Critique: Le Ballet de Lorraine à Genève

Bonheur d’une exécution

Ah, les friponnes. Mathilde Monnier et La Ribot astiquent le Ballet de Lorraine au Bâtiment des forces motrices à Genève. Ça se passe mercredi soir et près de 600 spectateurs exultent. Pas tous, non. Mais ces demoiselles et ces garçons-là, oui. Ils ont 18 ans, fréquentent les écoles de danse. Ils applaudissent debout Objets retrouvés de Mathilde Monnier, formidable tête-à-queue documentaire qui conclut la soirée. En première partie, EEEXEEECUUUUTIOOOOONS! de La Ribot, cette artiste madrilène établie à Genève, a aussi captivé. Autrement. Mais dans les deux cas, le jeu consiste à exposer la mécanique du danseur, à rappeler que sa prouesse se paie, cher parfois, qu’exécuter abîme, que le tutu cache des pansements.

Démonstratif? Non, fantasque et intelligent. Prenons La Ribot et EEEXEEECUUUUTIOOOOONS! L’air vrombit. Un souffle de chaudière amplifié peut-être. Là-dessus entrent des garçons et des filles, justaucorps ou chemises noirs. Ils pénètrent dignes comme des bayadères dans ce qui ressemble à une boîte blanche.
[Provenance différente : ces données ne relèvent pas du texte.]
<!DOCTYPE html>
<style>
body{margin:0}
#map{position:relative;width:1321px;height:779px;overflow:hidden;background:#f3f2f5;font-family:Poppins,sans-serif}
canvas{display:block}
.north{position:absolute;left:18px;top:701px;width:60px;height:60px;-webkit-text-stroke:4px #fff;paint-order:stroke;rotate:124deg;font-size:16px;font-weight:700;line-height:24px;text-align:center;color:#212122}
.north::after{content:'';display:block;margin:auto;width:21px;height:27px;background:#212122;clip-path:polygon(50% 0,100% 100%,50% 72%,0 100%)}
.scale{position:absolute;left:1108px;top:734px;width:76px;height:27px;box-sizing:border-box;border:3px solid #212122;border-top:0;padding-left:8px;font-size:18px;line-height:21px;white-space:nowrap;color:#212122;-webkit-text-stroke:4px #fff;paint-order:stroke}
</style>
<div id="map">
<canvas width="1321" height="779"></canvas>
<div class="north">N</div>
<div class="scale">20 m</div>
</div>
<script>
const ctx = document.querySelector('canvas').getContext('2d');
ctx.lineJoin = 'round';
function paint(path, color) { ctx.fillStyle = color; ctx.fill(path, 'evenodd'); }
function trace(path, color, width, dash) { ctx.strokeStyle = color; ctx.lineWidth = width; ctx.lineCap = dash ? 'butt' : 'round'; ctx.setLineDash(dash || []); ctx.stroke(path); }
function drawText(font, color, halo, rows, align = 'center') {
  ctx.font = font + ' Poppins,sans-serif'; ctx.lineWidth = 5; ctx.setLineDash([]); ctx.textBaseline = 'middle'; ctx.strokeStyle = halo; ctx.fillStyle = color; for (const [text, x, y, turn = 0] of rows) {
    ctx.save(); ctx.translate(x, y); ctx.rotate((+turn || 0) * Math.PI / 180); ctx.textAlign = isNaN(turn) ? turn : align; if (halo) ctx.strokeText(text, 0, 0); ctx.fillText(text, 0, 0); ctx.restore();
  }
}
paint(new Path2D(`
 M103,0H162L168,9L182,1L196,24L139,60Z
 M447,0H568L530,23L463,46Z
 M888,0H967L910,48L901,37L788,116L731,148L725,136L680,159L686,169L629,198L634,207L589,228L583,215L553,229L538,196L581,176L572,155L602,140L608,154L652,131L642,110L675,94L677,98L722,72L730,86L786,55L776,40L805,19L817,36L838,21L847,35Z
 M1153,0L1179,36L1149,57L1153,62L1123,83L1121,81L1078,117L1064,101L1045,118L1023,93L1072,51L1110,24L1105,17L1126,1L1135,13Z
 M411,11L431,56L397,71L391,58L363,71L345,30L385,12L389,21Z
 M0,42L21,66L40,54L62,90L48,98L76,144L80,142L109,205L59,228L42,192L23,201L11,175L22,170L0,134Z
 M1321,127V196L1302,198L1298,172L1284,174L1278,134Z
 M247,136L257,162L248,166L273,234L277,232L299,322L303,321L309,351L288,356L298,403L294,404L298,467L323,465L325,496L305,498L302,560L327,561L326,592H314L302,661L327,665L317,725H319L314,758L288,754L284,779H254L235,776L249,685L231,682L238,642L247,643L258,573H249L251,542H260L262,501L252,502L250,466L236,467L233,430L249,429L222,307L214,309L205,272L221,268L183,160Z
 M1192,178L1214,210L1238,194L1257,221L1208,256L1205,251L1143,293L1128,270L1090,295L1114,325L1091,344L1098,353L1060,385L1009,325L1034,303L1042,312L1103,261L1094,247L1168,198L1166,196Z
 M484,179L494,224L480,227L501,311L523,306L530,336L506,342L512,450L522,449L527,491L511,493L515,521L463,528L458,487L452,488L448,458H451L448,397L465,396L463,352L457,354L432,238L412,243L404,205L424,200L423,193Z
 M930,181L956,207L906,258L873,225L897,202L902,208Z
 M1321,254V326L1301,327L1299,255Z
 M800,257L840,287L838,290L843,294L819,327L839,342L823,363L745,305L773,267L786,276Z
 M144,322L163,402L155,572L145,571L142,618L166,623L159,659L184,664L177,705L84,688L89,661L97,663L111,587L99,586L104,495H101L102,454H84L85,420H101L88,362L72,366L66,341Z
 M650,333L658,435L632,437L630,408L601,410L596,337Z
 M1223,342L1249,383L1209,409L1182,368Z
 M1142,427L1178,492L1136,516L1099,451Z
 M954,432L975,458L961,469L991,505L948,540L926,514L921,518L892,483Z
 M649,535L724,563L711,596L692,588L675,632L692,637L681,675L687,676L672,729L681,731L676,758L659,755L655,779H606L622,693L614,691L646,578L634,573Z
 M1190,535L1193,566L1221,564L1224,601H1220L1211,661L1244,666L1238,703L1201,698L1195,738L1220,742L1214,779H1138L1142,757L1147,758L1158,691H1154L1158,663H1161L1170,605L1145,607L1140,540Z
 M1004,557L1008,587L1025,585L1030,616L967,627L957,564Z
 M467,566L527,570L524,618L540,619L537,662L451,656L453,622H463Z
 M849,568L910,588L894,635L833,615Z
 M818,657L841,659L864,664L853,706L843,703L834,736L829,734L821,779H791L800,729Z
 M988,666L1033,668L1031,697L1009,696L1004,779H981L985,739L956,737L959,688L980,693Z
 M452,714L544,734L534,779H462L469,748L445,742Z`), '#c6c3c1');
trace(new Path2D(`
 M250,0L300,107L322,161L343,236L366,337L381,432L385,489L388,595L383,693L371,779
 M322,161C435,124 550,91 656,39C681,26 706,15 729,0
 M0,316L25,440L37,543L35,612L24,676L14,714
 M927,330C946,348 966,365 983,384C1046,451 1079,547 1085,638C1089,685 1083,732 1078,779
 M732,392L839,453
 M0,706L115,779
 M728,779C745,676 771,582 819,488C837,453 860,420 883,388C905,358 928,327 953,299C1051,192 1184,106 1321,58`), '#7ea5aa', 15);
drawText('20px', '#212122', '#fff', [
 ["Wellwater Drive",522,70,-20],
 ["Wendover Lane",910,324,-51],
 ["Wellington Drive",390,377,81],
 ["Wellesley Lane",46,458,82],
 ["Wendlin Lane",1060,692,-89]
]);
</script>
Ils véhiculent une histoire ancienne, un métier qui se transmet de miroir en barre fixe. Chacun suit un chemin de lui seul connu. Petit saut, arabesque, pas de bourrée. On admire le lexique. Mais tiens, là, à main gauche, un homme se saisit d’une plaque carrée. Il la pose au sol. Puis une autre. Et ainsi de suite. La Ribot est coutumière de ces collages en direct. Regardez encore cette fille au premier plan, à quatre pattes. Sa jambe s’ouvre en équerre et se referme. Elle répète le mouvement, tandis que de l’autre côté, un éphèbe s’élève, par la grâce d’un harnais. Et notez-le, c’est lui qui tire la corde. Cette pièce est une transe ouvrière. La Ribot soupèse la condition d’interprète, la griserie de se sentir plus grand que soi au cœur d’une troupe, et l’usage des soirs qui vire en usure.

Démythifier, c’est ce que Mathilde Monnier fait aussi. Avec la même dose d’amour et de scepticisme que La Ribot. Mais dans Objets retrouvés, ce sont les individus qui comptent. Ce garçon et cette fille-là. Ils exécutent un pas de deux. Mieux que ça, ils disent le sous-texte. «Jambe allongée», lance-t-elle. «Petit regard sexy», répond-il. «Jusqu’aux étoiles», poursuit-elle. Un autre danse et parle sur la même vague. Il se rappelle avoir fait le crapaud dans Le Sacre du Printemps de Maurice Béjart; puis une reconversion comme moniteur dans un fitness. Le monde de la danse est une jungle, tantôt impitoyable, tantôt fraternelle. «Vas-y mon kiki», s’emballe une beauté. Ce déshabillage émeut, déride, électrise. D’Objets retrouvés, on dira que c’est un éloge du pas de côté. Le bonheur de l’art et son intelligence.